Post-deidentification, the structured data underwent normalization and standardization using the Population Builder tool, a third-party platform. Value sets in Population Builder facilitated grouping codes related to the same disease/phenotype, streamlining the filtering process. Two rare diseases, Fabry Disease and Familial Hypercholesterolemia (FH), were selected for the pilot project due to well-defined diagnostic criteria and extractable data from health records.

The diagnostic criteria for Fabry Disease and FH were outlined, and value sets were created to identify patients with known diagnoses. Data wrangling involved specific metrics examination for each patient cohort, retrieving relevant data using SQL queries, and subsequent manipulation in RStudio for analysis.

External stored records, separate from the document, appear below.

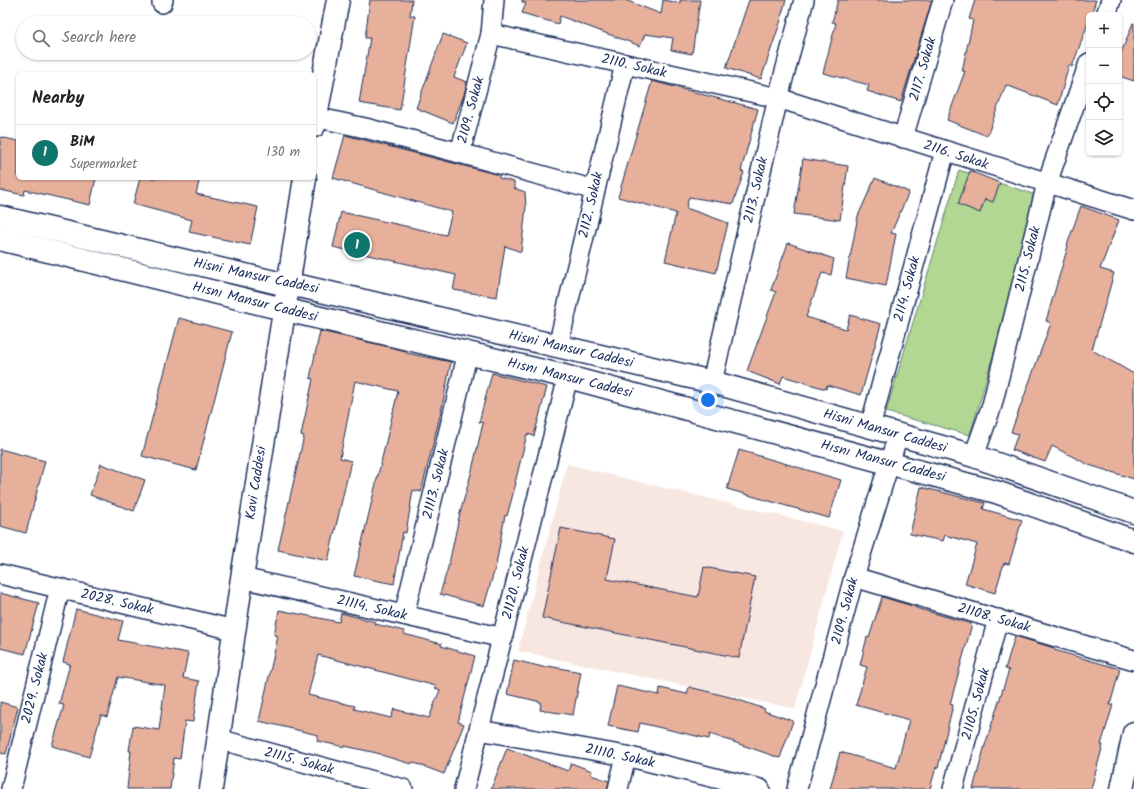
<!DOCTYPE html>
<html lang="en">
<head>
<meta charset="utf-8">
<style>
  body { margin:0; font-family:Kalam,sans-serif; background:#f6f6f6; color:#222 }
  .controls { position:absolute; right:12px; top:12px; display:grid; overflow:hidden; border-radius:6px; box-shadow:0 1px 3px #0004 }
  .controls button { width:36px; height:36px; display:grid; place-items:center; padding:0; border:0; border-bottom:1px solid #e0e0e0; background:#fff; color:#222; font:20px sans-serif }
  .you { position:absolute; left:708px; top:400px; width:14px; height:14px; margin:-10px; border:3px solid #fff; border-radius:50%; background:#1a73e8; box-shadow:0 0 0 6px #1a73e833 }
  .badge { display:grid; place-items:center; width:26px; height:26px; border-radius:50%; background:#0f766e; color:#fff; font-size:13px; font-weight:700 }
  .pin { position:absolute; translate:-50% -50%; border:2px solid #fff; box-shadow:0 1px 4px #0006 }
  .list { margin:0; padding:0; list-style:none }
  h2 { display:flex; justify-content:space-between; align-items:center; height:52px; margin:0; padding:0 16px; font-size:17px }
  h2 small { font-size:13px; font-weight:400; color:#767676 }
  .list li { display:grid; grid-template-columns:26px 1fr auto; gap:12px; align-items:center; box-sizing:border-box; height:56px; padding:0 16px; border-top:1px solid #e0e0e0 }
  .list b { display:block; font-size:15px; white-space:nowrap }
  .list p { margin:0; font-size:13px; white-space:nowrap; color:#767676 }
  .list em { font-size:13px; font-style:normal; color:#767676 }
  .icon { flex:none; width:22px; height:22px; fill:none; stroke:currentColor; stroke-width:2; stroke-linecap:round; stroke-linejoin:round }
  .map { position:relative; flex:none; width:1134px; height:789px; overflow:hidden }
  .search { position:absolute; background:#fff; box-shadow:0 1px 3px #0004; left:16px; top:16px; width:300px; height:44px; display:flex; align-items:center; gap:10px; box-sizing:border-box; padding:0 14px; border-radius:22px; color:#767676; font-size:15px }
  .panel { position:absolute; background:#fff; box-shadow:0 1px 3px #0004; left:16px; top:72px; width:300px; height:108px; border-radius:6px }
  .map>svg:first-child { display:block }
  .built { fill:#f8e7e1 }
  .green { fill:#b2d792; stroke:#668378 }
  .building { fill:#e6b09b; stroke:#1b2f5e; fill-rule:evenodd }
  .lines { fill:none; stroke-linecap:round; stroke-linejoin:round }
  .street-casing { stroke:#1b2f5e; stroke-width:22 }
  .secondary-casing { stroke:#1b2f5e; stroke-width:25 }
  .street { stroke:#fff; stroke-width:19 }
  .secondary { stroke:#fff; stroke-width:22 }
  .labels { text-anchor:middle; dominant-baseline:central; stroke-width:3.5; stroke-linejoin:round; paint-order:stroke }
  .street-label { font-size:14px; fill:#1b2f5e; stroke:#fff }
</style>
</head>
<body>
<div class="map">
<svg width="1134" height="789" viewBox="0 0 1134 789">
  <rect width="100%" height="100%" fill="#fff"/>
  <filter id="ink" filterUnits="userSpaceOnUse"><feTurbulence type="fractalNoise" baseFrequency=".025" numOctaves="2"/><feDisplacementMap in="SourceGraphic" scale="8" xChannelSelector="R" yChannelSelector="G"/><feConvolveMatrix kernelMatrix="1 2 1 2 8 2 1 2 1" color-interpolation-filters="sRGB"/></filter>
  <g filter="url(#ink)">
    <!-- built -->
    <polygon class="built" points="567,464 843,531 795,709 518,651"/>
    <!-- green -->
    <polygon class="green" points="959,170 1039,196 970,435 886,412"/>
    <!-- building -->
    <g class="building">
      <polygon points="370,0 412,0 410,16 415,16 400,110 359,103 370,38 365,38"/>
      <polygon points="522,0 625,0 661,14 663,0 680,3 680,0 700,0 692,54 671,50 673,38 645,34 640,46 560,16 558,24 522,13 526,3 522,2"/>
      <polygon points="749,0 786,0 781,17 782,17 761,79 726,68"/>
      <polygon points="838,0 932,0 901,102 867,91 869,85 823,73 836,23 832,22"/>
      <polygon points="975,0 1096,0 1091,15 1089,15 1089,21 1085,31 1072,67 1069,65 1058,105 1006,85 987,136 947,120 965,71 962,71 973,20 969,19"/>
      <polygon points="1133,23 1134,23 1134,81 1119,76 1119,58"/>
      <polygon points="443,34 467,43 454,77 467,82 464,95 453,123 416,108"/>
      <polygon points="652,81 758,109 741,171 744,172 733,204 689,197 686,208 726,222 726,223 728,223 716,273 665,261 676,213 618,197"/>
      <polygon points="345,135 499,175 499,178 514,182 514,188 525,192 526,207 521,252 505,246 497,297 453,290 456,275 333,247 341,212 446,235 452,212 333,178"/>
      <polygon points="0,137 18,141 18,178 96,178 90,205 25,190 24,195 0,190"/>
      <polygon points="803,159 848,166 840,220 794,214"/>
      <polygon points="970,171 1000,183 993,202 985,199 980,213 958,204"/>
      <polygon points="140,178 200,178 196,194 258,207 250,245 189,232 192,220 133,204"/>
      <polygon points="875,178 909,192 891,233 896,234 886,286 846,278 858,216"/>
      <polygon points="1081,206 1119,220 1100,269 1114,273 1092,350 1134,374 1134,479 1089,465 1052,446 1045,462 1012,450 1018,434 1011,432 1051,323 1046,321 1068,246 1067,245"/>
      <polygon points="788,243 834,259 831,275 822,273 806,317 846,329 850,315 881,324 861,395 827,385 826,389 783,376 780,384 747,371 776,292 771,290"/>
      <polygon points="179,318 232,332 196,470 142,456"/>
      <polygon points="320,331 407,351 406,353 451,362 441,412 421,492 413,490 406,533 403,532 394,584 354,576 398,391 355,381 340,458 351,461 328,561 278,550 304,436 301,435 313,379 310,378"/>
      <polygon points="492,373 547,387 534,436 527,434 515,483 516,483 507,516 505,515 496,565 484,606 440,594 449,564 459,517 472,470 483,423 479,422"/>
      <polygon points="0,449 45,461 26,533 0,526"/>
      <polygon points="739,450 841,480 829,518 727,489"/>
      <polygon points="101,464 145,480 134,511 90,495"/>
      <polygon points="921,487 985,503 983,509 1022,520 1009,564 1004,563 995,593 965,584 977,544 945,535 943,541 910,534"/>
      <polygon points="561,528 615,539 607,579 698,597 704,567 755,577 739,658 542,618"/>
      <polygon points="0,593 39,603 25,654 0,648"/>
      <polygon points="882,597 916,607 916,608 972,624 950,704 953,705 938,768 936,767 930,789 830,789 840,752 896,768 909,720 856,705 867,667 860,665 867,637 869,638"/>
      <polygon points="76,609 123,621 118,640 188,653 183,678 199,681 193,722 185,721 180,759 174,758 170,789 127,789 131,751 129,751 133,726 159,730 165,685 118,677 107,717 101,715 89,757 52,746 64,705 59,704 70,664 63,662"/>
      <path d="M279 610 339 622 341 613 376 622 375 624 404 631V634L442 644 441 646 475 656 458 722 464 724 444 774 412 762 411 764 381 755V754L345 746V747L317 741 318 735 259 721 278 636 274 635ZM318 655 436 686 435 688 440 690 429 718 394 709 391 718 354 709 355 706 308 695Z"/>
      <polygon points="1015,636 1054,648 1054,650 1120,669 1110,705 1113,705 1101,745 1103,745 1091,789 973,789 985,745 1009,670 1005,669"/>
      <polygon points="514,660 547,668 548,666 581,672 573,715 540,710 541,702 507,694"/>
      <polygon points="617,686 659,695 660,688 687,694 689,687 730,697 765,709 764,711 793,721 780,758 710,734 709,739 640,723 638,732 608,726"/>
      <polygon points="0,702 18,707 6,754 0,753"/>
      <polygon points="507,748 568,771 571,763 592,771 591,775 609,781 607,789 491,789"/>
    </g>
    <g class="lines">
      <defs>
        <g id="street">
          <polyline points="494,0 491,34 460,153 595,190"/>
          <polyline points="162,3 163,0"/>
          <polyline points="1106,15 1111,0"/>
          <polyline points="491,34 778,98 1134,210"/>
          <polyline points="315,117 365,128 460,153"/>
          <polyline points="903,138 943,0"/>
          <polyline points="558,346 625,64"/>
          <polyline points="712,382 778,98 804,0"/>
          <polyline points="870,427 945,151"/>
          <polyline points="974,456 992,405 1047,183 1089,63"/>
          <polyline points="0,574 234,630"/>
          <polyline points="854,577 1134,660"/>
          <polyline points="242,578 503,638"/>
          <polyline points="404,615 468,352"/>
          <polyline points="479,730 626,756 760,789"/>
          <polyline points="218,739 403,789"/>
          <polyline points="11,789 60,588"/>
          <polyline points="464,789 568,377"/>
          <polyline points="618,789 626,756"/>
          <polyline points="797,789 854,577 898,435"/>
          <polyline points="953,789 998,619"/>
        </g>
        <g id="secondary">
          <polyline points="314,126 338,0"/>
          <polyline points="0,217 287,285 304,287 712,382 974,456 1134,512"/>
          <polyline points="0,239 299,313 568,377 996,492 1134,541"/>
          <polyline points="211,789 242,578 305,178"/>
          <polyline points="1122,789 1134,733"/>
        </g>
      </defs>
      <!-- street casing -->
      <use href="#street" class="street-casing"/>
      <!-- secondary casing -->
      <use href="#secondary" class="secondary-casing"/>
      <!-- street -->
      <use href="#street" class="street"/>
      <!-- secondary -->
      <use href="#secondary" class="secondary"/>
    </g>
  </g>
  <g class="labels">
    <!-- street labels -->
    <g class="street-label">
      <text transform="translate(634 66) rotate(13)">2110. Sokak</text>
      <text transform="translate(923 69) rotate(-74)">2117. Sokak</text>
      <text transform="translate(471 110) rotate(-75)">2109. Sokak</text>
      <text transform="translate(956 155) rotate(18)">2116. Sokak</text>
      <text transform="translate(756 190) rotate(-77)">2113. Sokak</text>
      <text transform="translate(591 205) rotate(-77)">2112. Sokak</text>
      <text transform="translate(1028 259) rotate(-76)">2115. Sokak</text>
      <text transform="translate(256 276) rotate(12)">Hisni Mansur Caddesi</text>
      <text transform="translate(907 289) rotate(-75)">2114. Sokak</text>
      <text transform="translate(255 302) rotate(14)">Hısnı Mansur Caddesi</text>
      <text transform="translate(571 349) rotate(13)">Hisni Mansur Caddesi</text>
      <text transform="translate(570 378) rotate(14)">Hısnı Mansur Caddesi</text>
      <text transform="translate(885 431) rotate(16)">Hisni Mansur Caddesi</text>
      <text transform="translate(883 461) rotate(15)">Hısnı Mansur Caddesi</text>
      <text transform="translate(256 483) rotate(-81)">Kavi Caddesi</text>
      <text transform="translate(436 484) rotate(-76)">21113. Sokak</text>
      <text transform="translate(516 583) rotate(-76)">21120. Sokak</text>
      <text transform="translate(117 602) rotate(13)">2028. Sokak</text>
      <text transform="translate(372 608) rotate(13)">21114. Sokak</text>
      <text transform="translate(845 611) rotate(-75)">2109. Sokak</text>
      <text transform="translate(994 618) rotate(16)">21108. Sokak</text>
      <text transform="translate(35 688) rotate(-76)">2029. Sokak</text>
      <text transform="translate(976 704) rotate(-75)">21105. Sokak</text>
      <text transform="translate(620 756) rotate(12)">21110. Sokak</text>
      <text transform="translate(299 761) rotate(15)">21115. Sokak</text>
    </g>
  </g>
</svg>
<div class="controls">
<button>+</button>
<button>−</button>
<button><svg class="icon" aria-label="locate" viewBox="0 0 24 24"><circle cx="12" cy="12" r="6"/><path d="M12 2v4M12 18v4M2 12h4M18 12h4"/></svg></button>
<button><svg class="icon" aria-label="layers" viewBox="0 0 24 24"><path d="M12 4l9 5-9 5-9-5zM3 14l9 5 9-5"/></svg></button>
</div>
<div class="you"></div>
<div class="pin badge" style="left:357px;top:245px">1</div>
<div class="search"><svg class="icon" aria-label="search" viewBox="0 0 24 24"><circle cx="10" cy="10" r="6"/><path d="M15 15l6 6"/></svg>Search here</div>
<section class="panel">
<h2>Nearby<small></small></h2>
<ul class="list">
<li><span class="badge">1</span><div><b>BiM</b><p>Supermarket</p></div><em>130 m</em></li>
</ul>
</section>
</div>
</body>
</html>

Data analysis encompassed visualization and statistical testing. The tidyverse and lubridate R packages were employed for visualizing demographic data through pie charts, scatterplots, boxplots, bar graphs, and a Venn diagram. Statistical testing involved a two-sample t-test to assess the difference in mean LDL-C levels between FH True Positives (TP) and suspects.

In summary, the study employed rigorous methods for data extraction, deidentification, and analysis, aiming to identify undiagnosed patients with rare genetic diseases through cluster analysis and visualization of electronic health records data.